Canada's leading writers, researchers, and public intellectuals peer into the country's future in the provocative essay collection published in the 150th year since Conferderation.
Reflections of Canada - intelligent, passionate, provocative - is a book with opinions as diverse as Canada. Leading thinkers take a stand on some of the most pressing issues facing Canada as it turns 150. Reflections of Canada inspires the reader to form her own opinions on subjects as big and thorny as health and aging, technological change, arts and culture, climate change and resource use, Aboriginal reconciliation, and multiculturalism
The contributions are as diverse as their subjects: George Elliott Clarke has submitted an original poem; renowned political scientist Max Cameron an essay on democratic reform; and UBC Museum of Anthropology director Anthony Shelton a strongly worded opinion piece about the inequitable funding of arts institutions in this country.
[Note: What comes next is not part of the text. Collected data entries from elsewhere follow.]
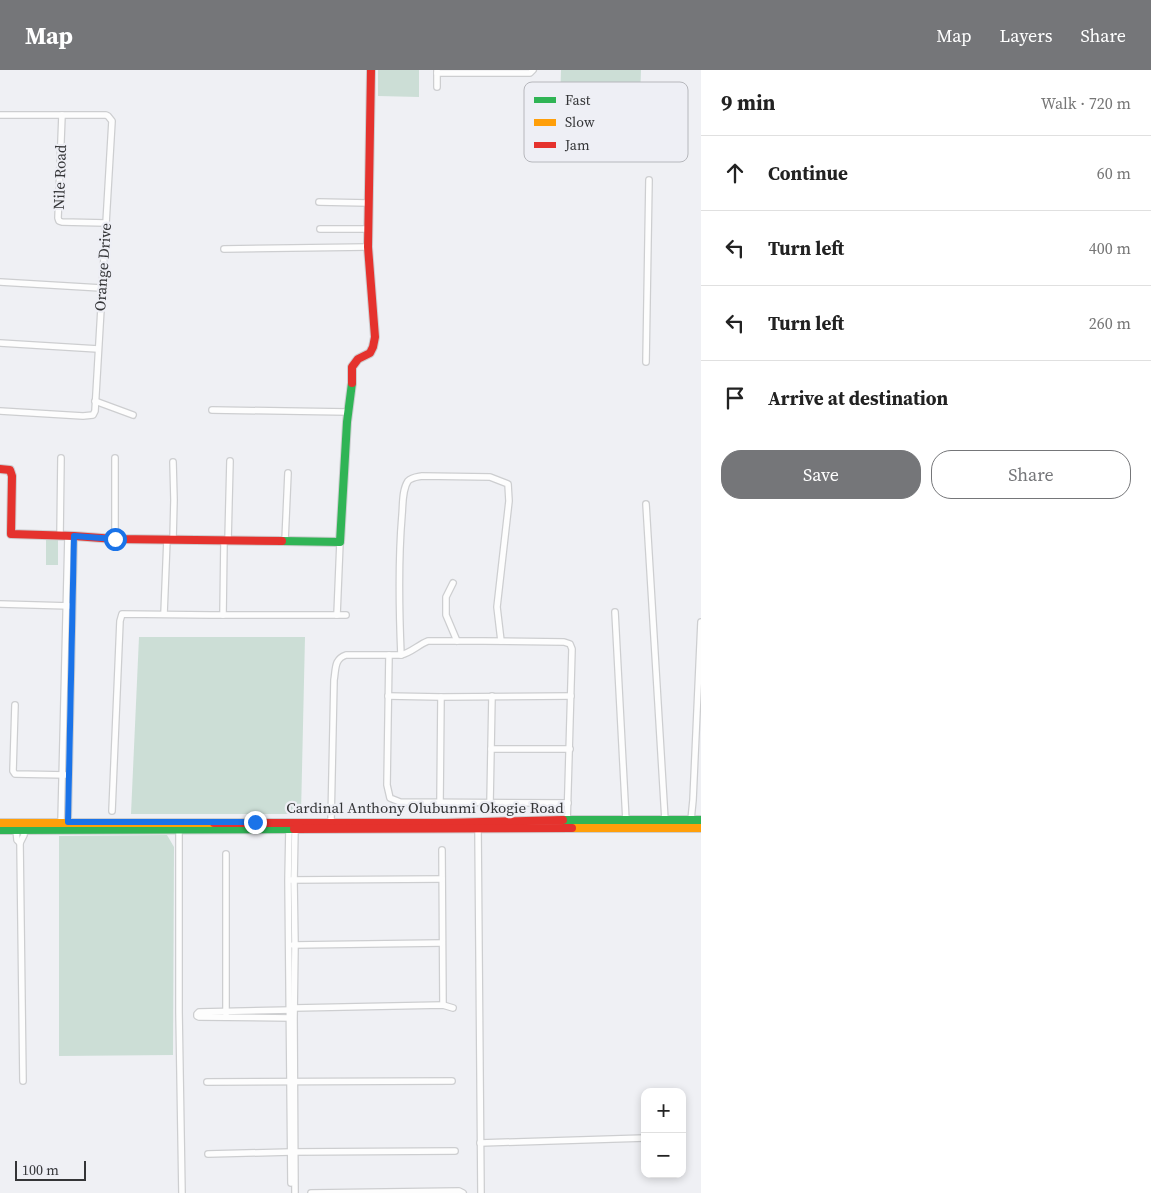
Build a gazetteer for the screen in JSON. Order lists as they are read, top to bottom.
{
  "streets": {
    "street": ["Nile Road", "Orange Drive", "Cardinal Anthony Olubunmi Okogie Road"]
  },
  "crossings": [
    ["Nile Road", "Orange Drive"]
  ],
  "legend": ["Fast", "Slow", "Jam"],
  "scale_bar": "100 m",
  "page": {
    "header": "Map",
    "nav": ["Map", "Layers", "Share"],
    "heading": ["9 min", "Walk · 720 m"],
    "list": [
      ["Continue", "60 m"],
      ["Turn left", "400 m"],
      ["Turn left", "260 m"],
      "Arrive at destination"
    ],
    "buttons": ["Save", "Share"],
    "map_buttons": ["+", "−"],
    "scale": "100 m"
  }
}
The written pieces are accompanied by provocative photographs selected from a national photo competition. Each piece explores how our understanding of critical issues has changed over the past 150 years, and includes a call to action for how we should grapple with them over the coming decades
A book of lively, respectful debate, Reflections of Canada reaffirms the place for public discussion of major societal questions.
The Peter Wall Institute for Advanced Studies at the University of British Columbia is committed foremost to excellence in research; its goal is to stimulate collaborative, creative, innovative interdisciplinary research that makes important advances in knowledge.
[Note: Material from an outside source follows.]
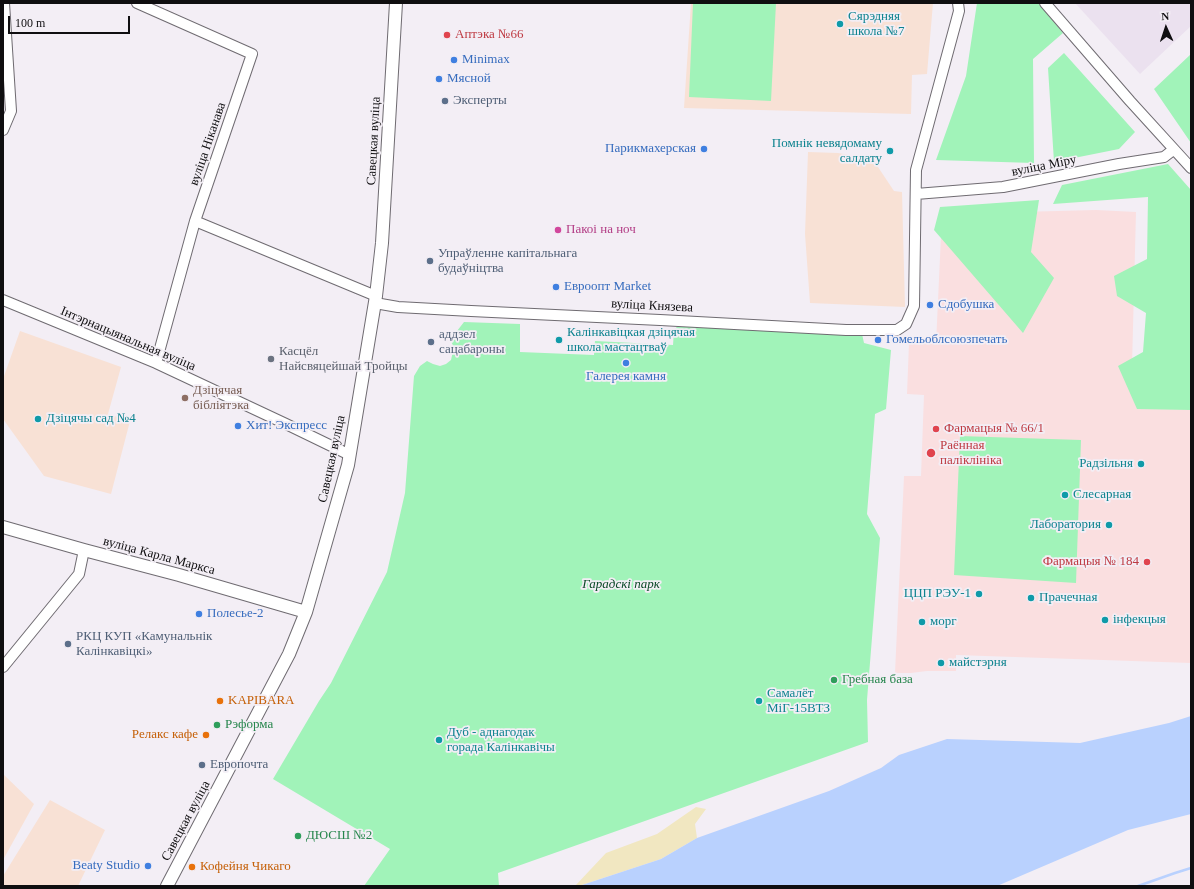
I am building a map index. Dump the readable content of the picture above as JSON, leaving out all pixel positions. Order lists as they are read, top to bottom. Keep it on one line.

A guiding principle is that excellence and truly innovative research are achieved in a highly collaborative international research environment, where UBC scholars have sustained opportunity to exchange ideas with national and international scholars, to work together on innovative research, develop new thinking that is beyond disciplinary boundaries, and engage in intellectual risk-taking.
The Institute respects diversity of perspectives and backgrounds, research embedded in the community and integration of multimodal and expressive arts as an important component of research across all disciplines.